### Source information
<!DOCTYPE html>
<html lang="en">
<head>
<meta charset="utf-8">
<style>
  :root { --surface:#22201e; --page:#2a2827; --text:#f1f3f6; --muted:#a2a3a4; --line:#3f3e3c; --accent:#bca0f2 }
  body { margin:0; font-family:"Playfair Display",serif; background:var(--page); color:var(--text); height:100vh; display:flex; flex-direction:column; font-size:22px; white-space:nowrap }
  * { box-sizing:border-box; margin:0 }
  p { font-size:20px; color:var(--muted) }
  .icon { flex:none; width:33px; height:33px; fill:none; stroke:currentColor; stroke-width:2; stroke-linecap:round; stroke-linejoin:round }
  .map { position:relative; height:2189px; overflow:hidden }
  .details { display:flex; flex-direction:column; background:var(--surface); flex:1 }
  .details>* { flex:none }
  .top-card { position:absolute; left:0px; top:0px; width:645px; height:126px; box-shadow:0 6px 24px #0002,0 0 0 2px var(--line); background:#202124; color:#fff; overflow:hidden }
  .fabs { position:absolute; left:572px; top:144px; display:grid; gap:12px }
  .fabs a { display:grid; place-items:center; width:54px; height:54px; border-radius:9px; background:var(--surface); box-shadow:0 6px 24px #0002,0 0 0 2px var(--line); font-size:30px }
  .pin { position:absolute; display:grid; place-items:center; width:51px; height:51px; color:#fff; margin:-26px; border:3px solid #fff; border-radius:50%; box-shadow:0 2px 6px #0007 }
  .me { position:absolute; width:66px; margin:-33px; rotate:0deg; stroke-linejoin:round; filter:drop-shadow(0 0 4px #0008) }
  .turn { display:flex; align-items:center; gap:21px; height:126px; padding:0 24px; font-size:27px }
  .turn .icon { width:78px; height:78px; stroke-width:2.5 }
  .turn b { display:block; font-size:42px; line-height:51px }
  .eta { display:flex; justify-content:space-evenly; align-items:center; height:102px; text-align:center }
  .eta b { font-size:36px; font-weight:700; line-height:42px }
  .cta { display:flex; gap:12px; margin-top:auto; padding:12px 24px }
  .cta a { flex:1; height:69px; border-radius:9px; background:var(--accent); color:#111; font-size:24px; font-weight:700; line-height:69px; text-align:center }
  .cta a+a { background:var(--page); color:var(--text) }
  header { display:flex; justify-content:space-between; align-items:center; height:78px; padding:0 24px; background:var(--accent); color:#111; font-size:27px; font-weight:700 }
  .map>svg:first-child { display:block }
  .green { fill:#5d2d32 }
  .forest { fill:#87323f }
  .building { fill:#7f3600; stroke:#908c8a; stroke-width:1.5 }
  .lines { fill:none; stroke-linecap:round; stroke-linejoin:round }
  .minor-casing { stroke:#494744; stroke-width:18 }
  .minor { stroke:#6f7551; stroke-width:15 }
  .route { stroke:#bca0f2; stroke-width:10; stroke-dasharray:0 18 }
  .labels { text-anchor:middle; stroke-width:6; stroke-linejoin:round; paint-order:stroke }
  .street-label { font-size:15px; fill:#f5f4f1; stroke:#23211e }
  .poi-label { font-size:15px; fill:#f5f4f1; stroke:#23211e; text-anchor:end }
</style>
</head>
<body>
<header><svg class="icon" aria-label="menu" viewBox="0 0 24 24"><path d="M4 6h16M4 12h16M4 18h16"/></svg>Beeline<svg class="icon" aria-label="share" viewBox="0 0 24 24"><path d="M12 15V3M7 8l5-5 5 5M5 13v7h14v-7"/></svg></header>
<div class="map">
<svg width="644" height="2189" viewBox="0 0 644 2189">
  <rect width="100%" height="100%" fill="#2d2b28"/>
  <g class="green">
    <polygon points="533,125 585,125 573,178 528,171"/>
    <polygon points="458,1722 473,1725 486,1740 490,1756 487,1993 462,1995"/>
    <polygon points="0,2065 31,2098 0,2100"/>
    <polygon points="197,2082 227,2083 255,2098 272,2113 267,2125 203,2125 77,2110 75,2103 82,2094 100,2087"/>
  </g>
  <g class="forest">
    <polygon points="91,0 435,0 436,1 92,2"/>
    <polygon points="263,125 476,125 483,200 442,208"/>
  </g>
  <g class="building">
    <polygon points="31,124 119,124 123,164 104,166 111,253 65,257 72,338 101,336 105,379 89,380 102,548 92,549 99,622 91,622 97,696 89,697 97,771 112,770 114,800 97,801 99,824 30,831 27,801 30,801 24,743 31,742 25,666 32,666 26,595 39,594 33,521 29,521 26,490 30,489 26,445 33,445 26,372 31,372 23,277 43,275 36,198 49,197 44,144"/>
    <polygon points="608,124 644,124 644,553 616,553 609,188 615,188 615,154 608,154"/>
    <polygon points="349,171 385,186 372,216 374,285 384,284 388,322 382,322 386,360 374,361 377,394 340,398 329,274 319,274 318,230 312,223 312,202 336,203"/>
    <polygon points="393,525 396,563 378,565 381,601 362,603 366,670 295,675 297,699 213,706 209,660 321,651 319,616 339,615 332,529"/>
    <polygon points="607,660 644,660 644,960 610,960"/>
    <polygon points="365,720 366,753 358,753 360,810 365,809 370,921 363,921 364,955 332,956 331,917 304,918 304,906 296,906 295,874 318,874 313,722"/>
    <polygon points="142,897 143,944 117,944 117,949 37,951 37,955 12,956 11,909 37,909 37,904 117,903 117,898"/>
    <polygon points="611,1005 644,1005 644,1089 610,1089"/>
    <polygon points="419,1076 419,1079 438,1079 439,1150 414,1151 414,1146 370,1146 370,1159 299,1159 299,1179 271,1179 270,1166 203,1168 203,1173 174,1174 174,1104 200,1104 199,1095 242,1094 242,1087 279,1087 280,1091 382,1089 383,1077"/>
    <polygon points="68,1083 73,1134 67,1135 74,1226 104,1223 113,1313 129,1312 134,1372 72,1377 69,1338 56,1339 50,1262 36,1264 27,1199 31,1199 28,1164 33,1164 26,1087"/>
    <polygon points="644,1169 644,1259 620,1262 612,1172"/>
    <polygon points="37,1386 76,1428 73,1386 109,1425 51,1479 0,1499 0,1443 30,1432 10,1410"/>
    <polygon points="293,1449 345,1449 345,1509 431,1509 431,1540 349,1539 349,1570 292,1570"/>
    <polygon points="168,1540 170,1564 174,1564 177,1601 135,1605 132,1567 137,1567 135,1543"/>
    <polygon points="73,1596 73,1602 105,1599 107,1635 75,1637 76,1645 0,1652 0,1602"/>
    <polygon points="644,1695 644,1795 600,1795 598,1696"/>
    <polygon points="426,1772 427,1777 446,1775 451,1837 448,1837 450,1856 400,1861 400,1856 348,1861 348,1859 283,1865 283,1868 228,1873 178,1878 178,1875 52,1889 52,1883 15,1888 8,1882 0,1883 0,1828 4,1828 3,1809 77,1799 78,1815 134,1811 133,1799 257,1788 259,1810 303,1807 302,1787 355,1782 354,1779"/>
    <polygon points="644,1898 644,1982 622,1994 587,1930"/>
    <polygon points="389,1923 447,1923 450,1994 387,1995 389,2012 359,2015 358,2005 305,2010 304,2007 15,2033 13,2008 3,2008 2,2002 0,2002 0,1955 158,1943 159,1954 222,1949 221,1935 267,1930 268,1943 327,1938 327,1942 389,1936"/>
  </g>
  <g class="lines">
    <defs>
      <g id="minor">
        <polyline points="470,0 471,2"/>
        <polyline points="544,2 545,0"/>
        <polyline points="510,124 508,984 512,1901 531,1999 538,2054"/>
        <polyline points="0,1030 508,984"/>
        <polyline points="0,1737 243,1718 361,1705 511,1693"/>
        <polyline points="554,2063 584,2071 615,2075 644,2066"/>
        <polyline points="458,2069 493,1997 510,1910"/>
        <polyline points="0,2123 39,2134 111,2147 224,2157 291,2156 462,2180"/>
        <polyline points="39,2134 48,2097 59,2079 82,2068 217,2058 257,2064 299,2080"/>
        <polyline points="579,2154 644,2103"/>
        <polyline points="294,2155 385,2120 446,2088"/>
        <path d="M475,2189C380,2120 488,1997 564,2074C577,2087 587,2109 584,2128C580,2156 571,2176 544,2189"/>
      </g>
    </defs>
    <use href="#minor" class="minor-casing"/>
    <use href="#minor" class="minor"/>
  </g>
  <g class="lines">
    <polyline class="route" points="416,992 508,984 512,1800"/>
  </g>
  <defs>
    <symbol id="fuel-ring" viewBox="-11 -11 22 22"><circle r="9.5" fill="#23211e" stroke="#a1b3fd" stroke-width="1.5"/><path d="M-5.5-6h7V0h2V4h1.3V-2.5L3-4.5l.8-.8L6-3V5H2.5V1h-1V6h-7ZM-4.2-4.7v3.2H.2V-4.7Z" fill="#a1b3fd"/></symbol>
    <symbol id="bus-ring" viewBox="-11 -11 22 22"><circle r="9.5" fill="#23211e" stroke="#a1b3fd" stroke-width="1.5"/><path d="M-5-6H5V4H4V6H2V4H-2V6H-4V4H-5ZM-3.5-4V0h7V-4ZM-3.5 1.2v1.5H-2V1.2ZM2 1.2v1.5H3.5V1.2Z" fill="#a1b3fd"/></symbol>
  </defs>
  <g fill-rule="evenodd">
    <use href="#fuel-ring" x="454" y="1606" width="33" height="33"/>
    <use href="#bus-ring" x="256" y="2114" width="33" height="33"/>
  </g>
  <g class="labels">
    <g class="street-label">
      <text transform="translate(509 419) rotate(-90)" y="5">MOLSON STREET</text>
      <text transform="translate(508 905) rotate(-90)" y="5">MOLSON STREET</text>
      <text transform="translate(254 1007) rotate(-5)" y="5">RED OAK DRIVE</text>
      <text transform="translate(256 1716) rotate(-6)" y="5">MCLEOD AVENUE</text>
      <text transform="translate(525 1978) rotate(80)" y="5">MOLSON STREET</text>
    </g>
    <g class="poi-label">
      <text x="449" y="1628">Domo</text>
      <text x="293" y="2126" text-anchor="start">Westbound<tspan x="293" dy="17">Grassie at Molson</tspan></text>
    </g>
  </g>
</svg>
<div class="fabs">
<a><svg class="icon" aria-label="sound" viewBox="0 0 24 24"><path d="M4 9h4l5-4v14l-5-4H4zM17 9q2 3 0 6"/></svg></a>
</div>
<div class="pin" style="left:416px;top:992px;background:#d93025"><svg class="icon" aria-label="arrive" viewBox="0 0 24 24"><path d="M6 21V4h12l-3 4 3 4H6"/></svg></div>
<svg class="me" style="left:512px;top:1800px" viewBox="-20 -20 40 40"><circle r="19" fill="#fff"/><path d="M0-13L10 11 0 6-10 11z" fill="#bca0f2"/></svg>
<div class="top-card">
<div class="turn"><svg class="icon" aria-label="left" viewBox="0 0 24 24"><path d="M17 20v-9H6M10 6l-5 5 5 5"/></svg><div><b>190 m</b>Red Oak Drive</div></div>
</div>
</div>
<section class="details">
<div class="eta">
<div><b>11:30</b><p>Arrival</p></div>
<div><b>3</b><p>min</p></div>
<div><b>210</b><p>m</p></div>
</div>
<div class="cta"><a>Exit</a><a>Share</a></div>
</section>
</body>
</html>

### Your instructions
In the entries above, identify every line with the word "absolute". Copy those lines.

### Solved exercise
  .top-card { position:absolute; left:0px; top:0px; width:645px; height:126px; box-shadow:0 6px 24px #0002,0 0 0 2px var(--line); background:#202124; color:#fff; overflow:hidden }
  .fabs { position:absolute; left:572px; top:144px; display:grid; gap:12px }
  .pin { position:absolute; display:grid; place-items:center; width:51px; height:51px; color:#fff; margin:-26px; border:3px solid #fff; border-radius:50%; box-shadow:0 2px 6px #0007 }
  .me { position:absolute; width:66px; margin:-33px; rotate:0deg; stroke-linejoin:round; filter:drop-shadow(0 0 4px #0008) }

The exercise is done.